A six-point difference in LSAT scores could make a difference in where a student is accepted and when that student receives a scholarship, according to University of Colorado Law School professors Alexia Brunet Marks and Scott Moss. But that amount of LSAT gap predicts only a modest 0.1 difference in law school grades, they write in a paper posted at SSRN. The Wall Street Journal Law Blog covered their findings.

Marks and Moss studied the law school applications and grades of more than 1,400 students who attended Case Western Reserve University and the University of Colorado law schools. The study spanned 2005 to 2012. They examined variables such as undergraduate grades, LSAT scores, college quality, college major, work experience, criminal and academic misconduct, and extracurricular leadership.

Among their findings:

• Students with high LSAT scores and low undergraduate grades were more likely to perform worse in law school than students with low LSAT scores and high undergraduate grades. The authors caution that the results may be distorted because law schools favor LSAT scores over higher grades, admitting a greater proportion of “splitter” students with high LSATs and low grades than splitters with the opposite profile.

• Undergraduate grades significantly predict law school grades, but increases in undergraduate grades have a greater effect when the grades are at higher levels. As a result, the difference between weak and average undergraduate grades is material, but not as powerful as the difference between good and elite grades.

• The only college majors that had a positive correlation with law school grades were in the “STEM” majors of science, technology, engineering and math and the “EAF” majors of economics, accounting and finance. STEM majors were 71 percent more likely to be in the top quarter of law students, while EAF majors were 30 percent more likely to be in the top quarter.
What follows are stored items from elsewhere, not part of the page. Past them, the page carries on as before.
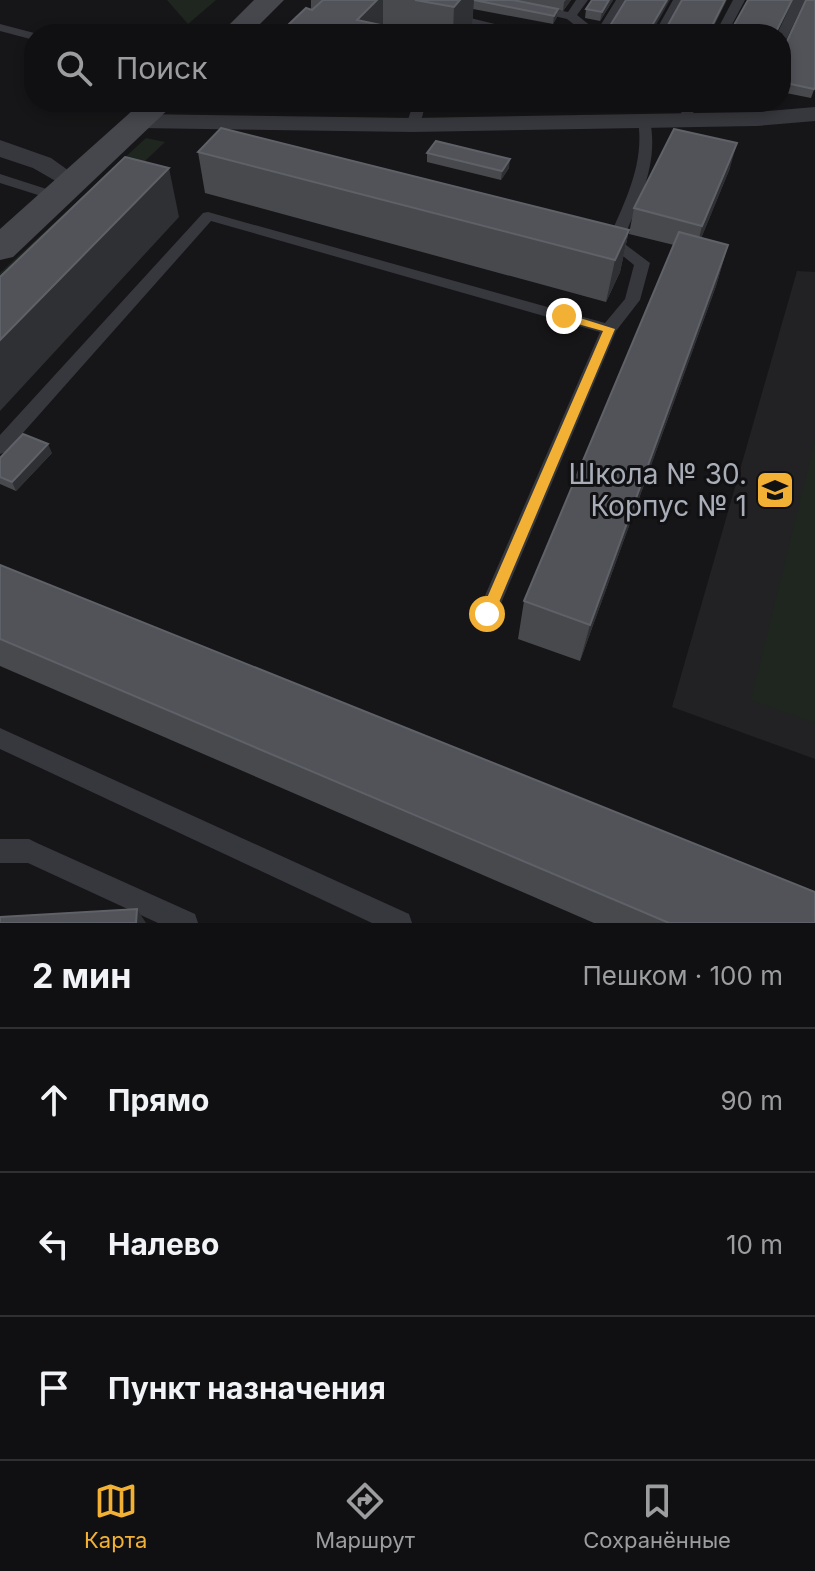 <!DOCTYPE html>
<html lang="ru">
<head>
<meta charset="utf-8">
<style>
  :root { --surface:#101012; --page:#1e1e20; --text:#f1f3f6; --muted:#9c9d9f; --line:#303032; --accent:#f2b134 }
  body { margin:0; font-family:Inter,sans-serif; background:var(--page); color:var(--text) }
  .stop { position:absolute; width:24px; height:24px; margin:-18px; border:6px solid #f2b134; border-radius:50%; background:#fff }
  .stop.end { background:#f2b134; border-color:#fff; box-shadow:0 2px 8px #0008 }
  .list { margin:0; padding:0; list-style:none }
  h2 { display:flex; justify-content:space-between; align-items:center; height:104px; margin:0; padding:0 32px; font-size:34px }
  h2 small { font-size:26px; font-weight:400; color:var(--muted) }
  .list li { display:grid; grid-template-columns:52px 1fr auto; gap:24px; align-items:center; box-sizing:border-box; height:144px; padding:0 32px; border-top:2px solid var(--line) }
  .list b { display:block; font-size:30px; white-space:nowrap }
  .list em { font-size:26px; font-style:normal; color:var(--muted) }
  .icon { flex:none; width:44px; height:44px; fill:none; stroke:currentColor; stroke-width:2; stroke-linecap:round; stroke-linejoin:round }
  .map { position:relative; flex:none; width:815px; height:923px; overflow:hidden }
  .search { position:absolute; background:var(--surface); box-shadow:0 4px 12px #0003; left:24px; right:24px; top:24px; height:88px; display:flex; align-items:center; gap:20px; box-sizing:border-box; padding:0 28px; border-radius:32px; color:var(--muted); font-size:30px }
  .sheet { height:536px; background:var(--surface) }
  nav { display:flex; justify-content:space-around; align-items:center; box-sizing:border-box; height:112px; border-top:2px solid var(--line); background:var(--surface); font-size:22px; color:var(--muted) }
  nav a { display:grid; justify-items:center; gap:4px }
  nav .on { color:var(--accent) }
  .map>svg:first-child { display:block }
  .built { fill:#222225 }
  .green { fill:#1e261f }
  .lines { fill:none; stroke-linecap:round; stroke-linejoin:round }
  .service { fill:#37383d; fill-rule:evenodd }
  .minor { fill:#37383d; fill-rule:evenodd }
  .secondary { fill:#45474d; fill-rule:evenodd }
  .wall { fill:#47494d }
  .shaded-wall { fill:#2f3033 }
  .building { fill:#525359; stroke:#5f6168; stroke-width:2 }
  .route { fill:#f2b134 }
  .labels { text-anchor:middle; stroke-width:6; stroke-linejoin:round; paint-order:stroke }
  .poi-label { font-size:28px; fill:#a8adb8; stroke:#111113; text-anchor:end }
</style>
</head>
<body>
<div class="map">
<svg width="815" height="923" viewBox="0 0 815 923">
  <rect width="100%" height="100%" fill="#161618"/>
  <path class="built" d="M797,271L815,272V759L672,707Z"/>
  <g class="green">
    <path d="M167,0H216L188,24Z"/>
    <path d="M146,138L165,142L0,298V273Z"/>
    <path d="M815,440V723L751,700Z"/>
  </g>
  <g class="lines">
    <g class="service">
      <path d="M484,0H507L568,12L576,0H588L577,15L597,31L616,0H628L607,34H586L567,19Z"/>
      <path d="M673,0H685L666,34H654Z"/>
      <path d="M733,0H745L727,34H715Z"/>
      <path d="M793,0H805L787,38L781,42V34H777Z"/>
      <path d="M450,13L507,27L509,29L505,34H493L496,31L446,18V14Z"/>
      <path d="M0,24L38,34H34V40L0,31Z"/>
      <path d="M90,102H114L155,113L149,117Z"/>
      <path d="M414,102H426L420,125L413,129L406,125Z"/>
      <path d="M685,102H697L691,119L685,123L679,119Z"/>
      <path d="M644,116L650,120C659,165 639,201 622,242L650,263L640,300L616,331L494,620L487,623L480,620L477,614L600,332L211,221L6,452L0,454V435L203,213L208,212L605,323L625,299L634,265L607,243C624,202 645,166 638,120Z"/>
      <path d="M0,174L62,194L64,197L57,201L0,183Z"/>
      <path d="M0,728L409,914L412,923H372L0,749Z"/>
      <path d="M0,839H29L37,843L195,914L198,923H158L28,863H0Z"/>
    </g>
    <g class="minor">
      <path d="M815,107V121L757,126L413,132L139,128L127,121L139,114L413,118L757,112Z"/>
      <path d="M0,140L51,158L86,183L73,191L33,168L0,157Z"/>
    </g>
    <g class="secondary">
      <path d="M254,0H284L250,34H220Z"/>
      <path d="M142,102H176L13,257L0,260V229Z"/>
    </g>
  </g>
  <g class="wall">
    <path d="M311,0H571L563,11L558,10L557,17L553,24L473,9L472,29L468,34H288L287,26L311,10Z"/>
    <path d="M592,0H613L600,21L585,18L586,9Z"/>
    <path d="M781,54L815,87L811,98L781,92Z"/>
    <path d="M332,102H363L357,108Z"/>
    <path d="M198,152L629,230L620,272L606,302L205,193Z"/>
    <path d="M427,153L509,168L501,180L427,162Z"/>
    <path d="M730,168L701,238L728,245L716,286L580,661L518,639L524,601L674,245L629,234L634,208Z"/>
    <path d="M52,453L16,491L0,484V458Z"/>
    <path d="M0,565L815,923H594L0,666Z"/>
  </g>
  <g class="shaded-wall">
    <path d="M369,0H383V34L357,20Z"/>
    <path d="M460,0H474L472,29L468,34H453L454,7Z"/>
    <path d="M566,0H571L563,11L564,2Z"/>
    <path d="M609,0H613L600,21L602,12Z"/>
    <path d="M667,0H670L651,34H647Z"/>
    <path d="M725,0H727L710,34H708Z"/>
    <path d="M792,0H793L776,34H775Z"/>
    <path d="M558,9L557,17L553,24L554,16Z"/>
    <path d="M737,143L730,168L696,251L702,226Z"/>
    <path d="M510,159L509,168L501,180L502,171Z"/>
    <path d="M169,168L179,217L0,411V340Z"/>
    <path d="M629,230L620,272L606,302L615,260Z"/>
    <path d="M728,245L716,286L580,661L590,625Z"/>
    <path d="M48,444L52,453L16,491L12,482Z"/>
    <path d="M137,909L146,923H136Z"/>
  </g>
  <g class="building">
    <path d="M323,0H377L357,20L399,29L395,34H323L287,26L306,8L312,10Z"/>
    <path d="M415,0H460L454,7Z"/>
    <path d="M474,0H513L558,9L554,16Z"/>
    <path d="M592,0H609L602,12L586,9Z"/>
    <path d="M626,0H667L647,34H605Z"/>
    <path d="M682,0H725L708,34H663Z"/>
    <path d="M748,0H792L775,34H729Z"/>
    <path d="M806,0H815V86L814,89L781,82V54Z"/>
    <path d="M221,128L629,230L615,260L198,152Z"/>
    <path d="M674,129L737,143L702,226L634,208Z"/>
    <path d="M436,141L510,159L502,171L427,153Z"/>
    <path d="M125,157L169,168L0,340V277Z"/>
    <path d="M679,232L728,245L590,625L524,601Z"/>
    <path d="M23,434L48,444L12,482L0,477V458Z"/>
    <path d="M0,565L815,892V923H669L0,639Z"/>
    <path d="M137,909L136,923H0V917Z"/>
  </g>
  <path class="route" d="M564,313L615,329L494,614L487,620L480,614L603,331L560,319V314Z"/>
  <defs>
    <g id="school-square" transform="scale(2)"><rect x="-9" y="-9" width="18" height="18" rx="4" fill="#f2b134" stroke="#111113"/><path d="M0-5L7-2L0 1L-7-2ZM-4 1L0 2.5L4 1V4Q0 6-4 4Z" fill="#111"/></g>
  </defs>
  <g fill-rule="evenodd">
    <use href="#school-square" x="775" y="490"/>
  </g>
  <g class="labels">
    <g class="poi-label">
      <text x="747" y="484">Школа № 30.<tspan x="747" dy="32">Корпус № 1</tspan></text>
    </g>
  </g>
</svg>
<div class="stop" style="left:487px;top:614px"></div>
<div class="stop end" style="left:564px;top:316px"></div>
<div class="search"><svg class="icon" aria-label="search" viewBox="0 0 24 24"><circle cx="10" cy="10" r="6"/><path d="M15 15l6 6"/></svg>Поиск</div>
</div>
<section class="sheet">
<h2>2 мин<small>Пешком · 100 m</small></h2>
<ul class="list">
<li><svg class="icon" aria-label="ahead" viewBox="0 0 24 24"><path d="M12 20V5M6 11l6-6 6 6"/></svg><div><b>Прямо</b></div><em>90 m</em></li>
<li><svg class="icon" aria-label="left" viewBox="0 0 24 24"><path d="M17 20v-9H6M10 6l-5 5 5 5"/></svg><div><b>Налево</b></div><em>10 m</em></li>
<li><svg class="icon" aria-label="arrive" viewBox="0 0 24 24"><path d="M6 21V4h12l-3 4 3 4H6"/></svg><div><b>Пункт назначения</b></div></li>
</ul>
</section>
<nav>
<a class="on"><svg class="icon" aria-label="map" viewBox="0 0 24 24"><path d="M3 6l6-2 6 2 6-2v14l-6 2-6-2-6 2zM9 4v14M15 6v14"/></svg>Карта</a>
<a><svg class="icon" aria-label="directions" viewBox="0 0 24 24"><path d="M12 3l9 9-9 9-9-9zM9 14v-3h6M13 9l2 2-2 2"/></svg>Маршрут</a>
<a><svg class="icon" aria-label="saved" viewBox="0 0 24 24"><path d="M7 4h10v16l-5-4-5 4z"/></svg>Сохранённые</a>
</nav>
</body>
</html>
• Work experience most correlated with good law school grades at a “sweet spot” of four to nine years of experience. Out of six categories of type of employment examined, only two were significant predictors of law school grades. Teaching experience is akin to five extra points on the LSAT. Military experience, on the other hand, is akin to a decrease of about seven LSAT points, except for those with four to nine years military experience.

• Leadership roles pursued as resumé builders aren’t a significant predictor of law school grades.

“A key overall lesson of all the above findings,” the professors write, “is the need for a broadly holistic review of all applications—because no one variable, alone, is powerful enough to justify admitting or denying a particular applicant. Thus LSAT or UGPA ‘cutoffs’ are ill-advised, even though those are two of the more powerful significant predictors” of law school grades.